Top of Input

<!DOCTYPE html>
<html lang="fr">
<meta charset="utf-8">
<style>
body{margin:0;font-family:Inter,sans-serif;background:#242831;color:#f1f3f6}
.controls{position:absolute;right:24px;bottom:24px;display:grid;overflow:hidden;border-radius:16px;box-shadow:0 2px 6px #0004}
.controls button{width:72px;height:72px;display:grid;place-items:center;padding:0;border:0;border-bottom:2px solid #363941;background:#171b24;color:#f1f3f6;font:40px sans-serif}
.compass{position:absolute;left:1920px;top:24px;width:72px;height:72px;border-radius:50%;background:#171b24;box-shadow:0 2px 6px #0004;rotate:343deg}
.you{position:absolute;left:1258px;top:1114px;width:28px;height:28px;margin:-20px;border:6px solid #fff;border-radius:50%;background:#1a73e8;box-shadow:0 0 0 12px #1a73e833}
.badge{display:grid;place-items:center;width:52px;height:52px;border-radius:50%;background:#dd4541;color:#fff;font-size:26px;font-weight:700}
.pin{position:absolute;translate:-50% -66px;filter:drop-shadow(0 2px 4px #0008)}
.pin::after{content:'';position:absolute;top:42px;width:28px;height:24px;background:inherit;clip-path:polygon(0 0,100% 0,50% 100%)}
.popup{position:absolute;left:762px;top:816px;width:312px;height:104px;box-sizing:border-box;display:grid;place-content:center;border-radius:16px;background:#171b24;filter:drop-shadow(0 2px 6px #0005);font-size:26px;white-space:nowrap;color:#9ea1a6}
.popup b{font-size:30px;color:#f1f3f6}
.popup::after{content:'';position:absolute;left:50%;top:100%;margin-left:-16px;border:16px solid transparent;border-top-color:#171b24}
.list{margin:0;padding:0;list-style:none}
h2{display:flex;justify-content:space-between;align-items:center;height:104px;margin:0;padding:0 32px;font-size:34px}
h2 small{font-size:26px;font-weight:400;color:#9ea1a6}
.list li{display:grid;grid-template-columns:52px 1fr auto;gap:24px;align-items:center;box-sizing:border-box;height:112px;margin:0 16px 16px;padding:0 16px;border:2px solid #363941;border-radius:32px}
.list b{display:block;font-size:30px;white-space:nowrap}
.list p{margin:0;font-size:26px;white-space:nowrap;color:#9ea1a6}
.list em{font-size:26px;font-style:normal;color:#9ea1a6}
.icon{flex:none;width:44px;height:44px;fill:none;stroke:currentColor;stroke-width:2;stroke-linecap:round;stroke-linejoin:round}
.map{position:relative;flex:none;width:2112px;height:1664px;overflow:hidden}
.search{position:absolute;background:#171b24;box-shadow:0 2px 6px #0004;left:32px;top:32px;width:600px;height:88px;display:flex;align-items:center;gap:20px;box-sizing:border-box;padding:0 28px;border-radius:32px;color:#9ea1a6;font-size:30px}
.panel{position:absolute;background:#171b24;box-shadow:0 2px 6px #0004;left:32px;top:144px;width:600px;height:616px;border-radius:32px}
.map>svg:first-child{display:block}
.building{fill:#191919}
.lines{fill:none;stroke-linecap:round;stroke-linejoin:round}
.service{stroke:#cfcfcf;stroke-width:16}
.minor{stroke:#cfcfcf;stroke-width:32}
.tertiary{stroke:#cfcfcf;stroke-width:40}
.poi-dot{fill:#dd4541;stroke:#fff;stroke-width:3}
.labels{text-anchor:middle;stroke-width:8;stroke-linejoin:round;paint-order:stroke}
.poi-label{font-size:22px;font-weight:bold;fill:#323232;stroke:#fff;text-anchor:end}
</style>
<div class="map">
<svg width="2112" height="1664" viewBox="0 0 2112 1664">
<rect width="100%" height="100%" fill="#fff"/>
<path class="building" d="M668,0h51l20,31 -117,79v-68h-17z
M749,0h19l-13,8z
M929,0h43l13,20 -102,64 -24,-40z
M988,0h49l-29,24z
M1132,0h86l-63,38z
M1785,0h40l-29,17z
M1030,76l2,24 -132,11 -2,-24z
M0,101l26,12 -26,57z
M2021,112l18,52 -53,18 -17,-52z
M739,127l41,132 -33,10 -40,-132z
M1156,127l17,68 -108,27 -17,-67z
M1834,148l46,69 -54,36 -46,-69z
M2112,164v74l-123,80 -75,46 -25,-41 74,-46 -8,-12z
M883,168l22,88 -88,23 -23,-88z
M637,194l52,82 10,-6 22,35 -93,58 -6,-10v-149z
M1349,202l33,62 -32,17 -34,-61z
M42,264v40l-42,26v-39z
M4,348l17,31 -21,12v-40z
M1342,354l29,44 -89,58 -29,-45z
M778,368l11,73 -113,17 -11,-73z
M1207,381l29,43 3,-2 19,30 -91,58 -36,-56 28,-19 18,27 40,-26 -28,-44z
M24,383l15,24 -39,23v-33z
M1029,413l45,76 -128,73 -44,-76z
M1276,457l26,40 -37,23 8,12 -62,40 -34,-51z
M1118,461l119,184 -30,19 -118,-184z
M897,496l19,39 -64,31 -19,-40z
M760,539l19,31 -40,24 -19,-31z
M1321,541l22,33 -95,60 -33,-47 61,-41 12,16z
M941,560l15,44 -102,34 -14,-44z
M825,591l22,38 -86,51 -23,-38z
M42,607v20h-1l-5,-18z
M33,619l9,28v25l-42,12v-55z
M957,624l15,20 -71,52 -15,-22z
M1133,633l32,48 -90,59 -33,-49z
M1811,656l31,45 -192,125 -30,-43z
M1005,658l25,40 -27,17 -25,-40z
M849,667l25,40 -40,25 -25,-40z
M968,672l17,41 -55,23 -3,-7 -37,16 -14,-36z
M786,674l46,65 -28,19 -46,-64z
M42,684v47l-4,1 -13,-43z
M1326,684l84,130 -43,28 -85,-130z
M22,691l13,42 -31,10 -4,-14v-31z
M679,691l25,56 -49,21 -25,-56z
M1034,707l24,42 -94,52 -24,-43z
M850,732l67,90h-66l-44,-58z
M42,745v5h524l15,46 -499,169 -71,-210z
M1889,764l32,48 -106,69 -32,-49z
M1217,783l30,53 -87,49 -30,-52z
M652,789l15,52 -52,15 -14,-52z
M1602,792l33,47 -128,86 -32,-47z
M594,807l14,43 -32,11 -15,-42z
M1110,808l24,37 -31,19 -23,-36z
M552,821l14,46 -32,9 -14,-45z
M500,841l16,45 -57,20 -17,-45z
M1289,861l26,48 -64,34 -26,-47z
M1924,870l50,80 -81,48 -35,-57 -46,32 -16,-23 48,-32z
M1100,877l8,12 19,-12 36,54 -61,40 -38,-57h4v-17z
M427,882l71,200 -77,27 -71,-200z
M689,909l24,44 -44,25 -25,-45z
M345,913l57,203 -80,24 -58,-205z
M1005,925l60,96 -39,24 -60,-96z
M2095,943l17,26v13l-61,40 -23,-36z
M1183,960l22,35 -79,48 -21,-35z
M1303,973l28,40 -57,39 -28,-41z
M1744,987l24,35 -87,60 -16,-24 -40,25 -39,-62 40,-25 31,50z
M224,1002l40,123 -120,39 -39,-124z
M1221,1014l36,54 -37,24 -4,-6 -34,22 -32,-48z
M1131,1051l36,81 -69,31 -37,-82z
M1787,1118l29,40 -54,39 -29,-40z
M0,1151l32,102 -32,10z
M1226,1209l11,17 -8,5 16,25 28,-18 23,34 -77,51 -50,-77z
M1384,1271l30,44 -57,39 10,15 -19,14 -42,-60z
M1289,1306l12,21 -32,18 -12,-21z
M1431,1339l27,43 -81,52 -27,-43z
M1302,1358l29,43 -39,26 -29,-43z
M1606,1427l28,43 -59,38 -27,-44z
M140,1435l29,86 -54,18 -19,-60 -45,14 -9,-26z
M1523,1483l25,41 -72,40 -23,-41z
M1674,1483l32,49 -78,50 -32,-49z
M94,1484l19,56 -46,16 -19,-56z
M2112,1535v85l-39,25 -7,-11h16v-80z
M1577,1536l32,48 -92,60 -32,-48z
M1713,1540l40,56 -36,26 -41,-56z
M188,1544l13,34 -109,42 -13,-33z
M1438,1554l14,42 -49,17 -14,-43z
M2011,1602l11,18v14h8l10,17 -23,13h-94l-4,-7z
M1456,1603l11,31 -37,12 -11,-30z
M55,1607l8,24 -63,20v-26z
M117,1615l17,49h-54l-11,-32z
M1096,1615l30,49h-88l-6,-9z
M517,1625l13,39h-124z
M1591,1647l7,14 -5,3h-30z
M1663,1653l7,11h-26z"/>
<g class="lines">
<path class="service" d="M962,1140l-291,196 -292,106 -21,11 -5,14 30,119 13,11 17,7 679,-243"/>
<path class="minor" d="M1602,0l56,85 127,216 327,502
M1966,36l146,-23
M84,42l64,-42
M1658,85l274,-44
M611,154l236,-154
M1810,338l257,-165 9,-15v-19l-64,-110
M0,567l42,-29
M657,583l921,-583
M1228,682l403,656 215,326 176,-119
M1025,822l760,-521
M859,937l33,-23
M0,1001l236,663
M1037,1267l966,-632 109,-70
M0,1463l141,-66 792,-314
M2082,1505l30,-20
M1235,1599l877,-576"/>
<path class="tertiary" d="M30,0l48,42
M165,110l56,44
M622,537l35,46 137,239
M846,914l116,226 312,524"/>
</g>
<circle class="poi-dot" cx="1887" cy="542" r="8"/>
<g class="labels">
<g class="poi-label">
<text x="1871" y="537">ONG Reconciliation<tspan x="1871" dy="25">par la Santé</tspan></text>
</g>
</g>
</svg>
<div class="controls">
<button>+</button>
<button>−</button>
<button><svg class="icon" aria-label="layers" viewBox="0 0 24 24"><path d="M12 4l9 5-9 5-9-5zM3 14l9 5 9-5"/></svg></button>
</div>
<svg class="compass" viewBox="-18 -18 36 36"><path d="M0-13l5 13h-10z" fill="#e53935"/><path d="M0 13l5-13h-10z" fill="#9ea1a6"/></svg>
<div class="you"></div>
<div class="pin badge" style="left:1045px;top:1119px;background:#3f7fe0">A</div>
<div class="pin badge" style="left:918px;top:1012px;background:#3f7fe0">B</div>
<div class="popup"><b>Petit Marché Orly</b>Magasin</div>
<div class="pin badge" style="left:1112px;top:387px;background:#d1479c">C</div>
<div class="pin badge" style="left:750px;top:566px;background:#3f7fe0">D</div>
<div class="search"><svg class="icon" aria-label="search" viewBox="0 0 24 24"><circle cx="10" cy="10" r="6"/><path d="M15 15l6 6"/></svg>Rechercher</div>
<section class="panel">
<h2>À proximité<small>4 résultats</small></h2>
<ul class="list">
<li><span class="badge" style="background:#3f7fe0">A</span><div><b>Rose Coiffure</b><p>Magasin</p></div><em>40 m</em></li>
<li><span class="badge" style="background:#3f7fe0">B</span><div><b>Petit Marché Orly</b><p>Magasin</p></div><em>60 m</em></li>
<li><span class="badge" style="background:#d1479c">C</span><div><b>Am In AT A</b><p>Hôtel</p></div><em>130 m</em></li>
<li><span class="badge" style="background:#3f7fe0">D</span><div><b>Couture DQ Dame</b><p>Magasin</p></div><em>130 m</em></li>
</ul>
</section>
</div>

Bottom of Input

Problem to solve: Scan the data for the word "compass" and copy every line where it shows up.

Response area:
.compass{position:absolute;left:1920px;top:24px;width:72px;height:72px;border-radius:50%;background:#171b24;box-shadow:0 2px 6px #0004;rotate:343deg}
<svg class="compass" viewBox="-18 -18 36 36"><path d="M0-13l5 13h-10z" fill="#e53935"/><path d="M0 13l5-13h-10z" fill="#9ea1a6"/></svg>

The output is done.